Assignment: Copy out every line of the listing in which "canvas" appears.

The records:
* * * * * * * * *

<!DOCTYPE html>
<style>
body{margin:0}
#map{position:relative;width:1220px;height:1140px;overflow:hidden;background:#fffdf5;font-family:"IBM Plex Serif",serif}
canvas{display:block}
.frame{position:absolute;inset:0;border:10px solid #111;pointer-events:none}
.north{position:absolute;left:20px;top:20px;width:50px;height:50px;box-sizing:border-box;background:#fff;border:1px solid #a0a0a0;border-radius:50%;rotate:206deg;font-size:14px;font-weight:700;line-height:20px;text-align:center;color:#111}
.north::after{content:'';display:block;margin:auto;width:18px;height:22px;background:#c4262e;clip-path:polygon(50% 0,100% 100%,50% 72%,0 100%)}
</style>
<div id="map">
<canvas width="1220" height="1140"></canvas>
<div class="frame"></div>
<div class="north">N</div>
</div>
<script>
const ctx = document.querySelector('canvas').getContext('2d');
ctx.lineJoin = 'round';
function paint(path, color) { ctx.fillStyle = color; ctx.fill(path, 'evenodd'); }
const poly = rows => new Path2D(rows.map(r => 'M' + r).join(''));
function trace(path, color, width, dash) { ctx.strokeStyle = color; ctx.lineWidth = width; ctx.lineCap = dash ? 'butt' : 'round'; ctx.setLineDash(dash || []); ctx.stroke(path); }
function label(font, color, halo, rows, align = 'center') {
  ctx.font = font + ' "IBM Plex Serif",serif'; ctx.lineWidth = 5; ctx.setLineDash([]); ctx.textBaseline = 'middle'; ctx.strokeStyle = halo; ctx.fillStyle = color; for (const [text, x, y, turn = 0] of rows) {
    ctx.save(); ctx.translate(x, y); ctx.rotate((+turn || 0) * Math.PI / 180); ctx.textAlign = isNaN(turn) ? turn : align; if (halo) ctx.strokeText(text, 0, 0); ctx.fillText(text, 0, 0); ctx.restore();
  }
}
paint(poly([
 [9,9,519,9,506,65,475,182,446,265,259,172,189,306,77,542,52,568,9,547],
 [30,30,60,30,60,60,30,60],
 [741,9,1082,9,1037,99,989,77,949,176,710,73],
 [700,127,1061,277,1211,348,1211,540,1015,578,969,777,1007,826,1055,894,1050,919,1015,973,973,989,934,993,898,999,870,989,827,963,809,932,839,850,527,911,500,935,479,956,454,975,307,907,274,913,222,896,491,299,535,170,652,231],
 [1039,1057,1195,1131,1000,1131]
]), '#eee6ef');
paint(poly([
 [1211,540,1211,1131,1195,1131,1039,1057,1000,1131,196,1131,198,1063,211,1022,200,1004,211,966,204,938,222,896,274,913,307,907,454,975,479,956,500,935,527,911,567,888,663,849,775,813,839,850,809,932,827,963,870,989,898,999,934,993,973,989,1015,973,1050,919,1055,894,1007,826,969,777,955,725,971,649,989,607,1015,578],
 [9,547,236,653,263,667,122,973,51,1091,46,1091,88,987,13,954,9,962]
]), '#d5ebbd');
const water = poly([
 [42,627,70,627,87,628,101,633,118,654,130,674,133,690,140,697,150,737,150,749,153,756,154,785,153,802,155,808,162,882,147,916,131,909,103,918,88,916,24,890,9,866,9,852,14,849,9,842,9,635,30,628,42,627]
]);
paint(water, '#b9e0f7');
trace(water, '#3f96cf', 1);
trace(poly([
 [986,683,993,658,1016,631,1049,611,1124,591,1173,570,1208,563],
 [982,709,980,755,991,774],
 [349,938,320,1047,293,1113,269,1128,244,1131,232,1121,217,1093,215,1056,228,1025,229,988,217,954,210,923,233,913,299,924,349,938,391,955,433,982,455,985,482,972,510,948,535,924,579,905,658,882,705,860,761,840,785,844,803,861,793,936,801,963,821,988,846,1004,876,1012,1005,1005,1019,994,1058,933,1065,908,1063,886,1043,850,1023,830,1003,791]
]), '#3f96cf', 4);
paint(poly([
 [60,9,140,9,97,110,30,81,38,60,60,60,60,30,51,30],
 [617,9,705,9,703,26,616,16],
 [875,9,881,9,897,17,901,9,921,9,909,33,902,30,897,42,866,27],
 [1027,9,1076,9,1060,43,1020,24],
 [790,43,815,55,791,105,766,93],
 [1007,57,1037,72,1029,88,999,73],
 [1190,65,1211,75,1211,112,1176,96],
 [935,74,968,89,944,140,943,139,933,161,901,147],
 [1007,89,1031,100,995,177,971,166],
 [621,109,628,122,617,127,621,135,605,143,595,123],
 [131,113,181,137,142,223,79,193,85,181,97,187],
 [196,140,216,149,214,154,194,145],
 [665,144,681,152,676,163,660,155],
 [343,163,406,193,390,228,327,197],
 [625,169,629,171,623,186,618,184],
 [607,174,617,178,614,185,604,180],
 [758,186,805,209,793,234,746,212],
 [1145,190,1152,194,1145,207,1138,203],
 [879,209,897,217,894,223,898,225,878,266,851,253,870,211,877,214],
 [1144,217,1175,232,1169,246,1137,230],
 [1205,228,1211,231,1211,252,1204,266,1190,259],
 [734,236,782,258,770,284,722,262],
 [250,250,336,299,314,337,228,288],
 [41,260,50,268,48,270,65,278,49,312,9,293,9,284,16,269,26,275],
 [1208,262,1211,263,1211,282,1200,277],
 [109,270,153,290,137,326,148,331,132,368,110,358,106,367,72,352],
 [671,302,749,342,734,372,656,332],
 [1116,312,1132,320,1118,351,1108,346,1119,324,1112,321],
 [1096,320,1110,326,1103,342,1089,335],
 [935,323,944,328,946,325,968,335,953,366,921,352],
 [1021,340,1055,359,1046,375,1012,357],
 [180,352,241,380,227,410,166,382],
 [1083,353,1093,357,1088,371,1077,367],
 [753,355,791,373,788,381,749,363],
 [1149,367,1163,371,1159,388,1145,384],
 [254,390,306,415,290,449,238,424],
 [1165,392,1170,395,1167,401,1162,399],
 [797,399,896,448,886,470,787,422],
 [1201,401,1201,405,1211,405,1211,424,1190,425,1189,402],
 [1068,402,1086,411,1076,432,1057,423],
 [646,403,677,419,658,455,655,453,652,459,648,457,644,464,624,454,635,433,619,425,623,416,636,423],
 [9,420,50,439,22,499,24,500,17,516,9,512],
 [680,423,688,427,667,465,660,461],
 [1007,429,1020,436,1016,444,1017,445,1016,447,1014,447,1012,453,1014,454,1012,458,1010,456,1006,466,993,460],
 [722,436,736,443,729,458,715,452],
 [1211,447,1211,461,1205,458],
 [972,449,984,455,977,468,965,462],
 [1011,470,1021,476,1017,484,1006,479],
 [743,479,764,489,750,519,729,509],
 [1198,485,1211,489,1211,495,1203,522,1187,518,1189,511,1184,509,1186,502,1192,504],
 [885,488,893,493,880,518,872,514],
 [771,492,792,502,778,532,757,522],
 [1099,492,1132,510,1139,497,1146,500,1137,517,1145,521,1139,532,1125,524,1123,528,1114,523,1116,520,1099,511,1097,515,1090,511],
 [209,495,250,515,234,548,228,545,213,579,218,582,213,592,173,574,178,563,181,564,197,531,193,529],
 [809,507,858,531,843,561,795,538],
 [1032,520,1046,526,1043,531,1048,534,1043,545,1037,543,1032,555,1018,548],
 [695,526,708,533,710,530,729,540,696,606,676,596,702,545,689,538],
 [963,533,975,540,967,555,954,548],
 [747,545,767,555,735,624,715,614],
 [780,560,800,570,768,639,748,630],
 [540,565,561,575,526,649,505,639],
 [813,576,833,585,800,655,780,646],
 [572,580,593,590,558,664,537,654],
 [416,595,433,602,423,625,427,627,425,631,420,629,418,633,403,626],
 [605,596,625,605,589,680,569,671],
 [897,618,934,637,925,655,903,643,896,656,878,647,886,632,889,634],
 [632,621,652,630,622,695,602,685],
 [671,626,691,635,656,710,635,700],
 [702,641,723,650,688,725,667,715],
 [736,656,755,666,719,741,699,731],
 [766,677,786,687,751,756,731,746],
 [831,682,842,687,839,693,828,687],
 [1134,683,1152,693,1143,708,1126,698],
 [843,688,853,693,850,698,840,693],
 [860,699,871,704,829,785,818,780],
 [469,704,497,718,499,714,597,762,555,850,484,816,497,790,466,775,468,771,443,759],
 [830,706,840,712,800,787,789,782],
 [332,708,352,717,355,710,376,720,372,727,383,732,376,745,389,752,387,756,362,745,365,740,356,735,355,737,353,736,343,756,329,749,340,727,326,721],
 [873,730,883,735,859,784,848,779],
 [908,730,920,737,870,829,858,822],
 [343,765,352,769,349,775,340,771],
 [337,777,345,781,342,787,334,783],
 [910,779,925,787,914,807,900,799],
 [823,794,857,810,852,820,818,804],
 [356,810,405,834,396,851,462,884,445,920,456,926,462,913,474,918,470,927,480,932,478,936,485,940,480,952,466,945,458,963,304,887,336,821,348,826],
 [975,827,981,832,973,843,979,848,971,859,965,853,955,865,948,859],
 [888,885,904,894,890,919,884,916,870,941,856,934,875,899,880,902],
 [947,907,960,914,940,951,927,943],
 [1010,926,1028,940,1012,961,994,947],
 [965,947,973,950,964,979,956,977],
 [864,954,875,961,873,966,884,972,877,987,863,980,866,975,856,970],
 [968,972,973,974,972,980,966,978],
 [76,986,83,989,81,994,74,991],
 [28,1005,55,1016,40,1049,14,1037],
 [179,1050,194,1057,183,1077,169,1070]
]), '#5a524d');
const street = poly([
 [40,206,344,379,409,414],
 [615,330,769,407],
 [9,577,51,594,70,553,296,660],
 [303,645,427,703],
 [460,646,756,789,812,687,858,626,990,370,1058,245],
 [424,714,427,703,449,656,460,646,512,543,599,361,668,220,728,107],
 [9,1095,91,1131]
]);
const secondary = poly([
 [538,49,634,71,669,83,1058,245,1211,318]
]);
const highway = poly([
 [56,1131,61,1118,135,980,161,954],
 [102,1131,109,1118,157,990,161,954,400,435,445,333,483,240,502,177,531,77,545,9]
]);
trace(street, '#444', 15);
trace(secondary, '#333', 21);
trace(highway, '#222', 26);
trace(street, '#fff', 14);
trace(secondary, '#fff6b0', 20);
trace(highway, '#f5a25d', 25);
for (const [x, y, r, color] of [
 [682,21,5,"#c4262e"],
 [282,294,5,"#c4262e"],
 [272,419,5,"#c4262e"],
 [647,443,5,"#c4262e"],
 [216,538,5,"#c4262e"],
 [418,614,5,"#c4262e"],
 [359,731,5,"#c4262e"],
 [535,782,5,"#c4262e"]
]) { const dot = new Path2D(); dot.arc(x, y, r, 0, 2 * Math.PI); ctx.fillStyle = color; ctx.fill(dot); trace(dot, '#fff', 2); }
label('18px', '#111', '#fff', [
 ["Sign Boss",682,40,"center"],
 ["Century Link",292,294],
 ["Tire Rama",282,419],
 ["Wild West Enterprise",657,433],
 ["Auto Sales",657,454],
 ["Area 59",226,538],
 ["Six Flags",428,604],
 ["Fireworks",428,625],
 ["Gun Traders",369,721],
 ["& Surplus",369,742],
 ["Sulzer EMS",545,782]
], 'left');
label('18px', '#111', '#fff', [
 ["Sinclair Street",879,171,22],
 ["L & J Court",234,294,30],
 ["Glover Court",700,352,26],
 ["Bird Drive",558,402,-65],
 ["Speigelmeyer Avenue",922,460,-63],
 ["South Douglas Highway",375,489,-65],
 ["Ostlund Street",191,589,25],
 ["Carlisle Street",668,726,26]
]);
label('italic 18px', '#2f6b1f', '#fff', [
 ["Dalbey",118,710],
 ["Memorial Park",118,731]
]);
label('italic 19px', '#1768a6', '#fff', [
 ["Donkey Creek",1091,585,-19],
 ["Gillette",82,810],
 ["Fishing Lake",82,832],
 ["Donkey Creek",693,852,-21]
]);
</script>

* * * * * * * * *

The completed task:
canvas{display:block}
<canvas width="1220" height="1140"></canvas>
const ctx = document.querySelector('canvas').getContext('2d');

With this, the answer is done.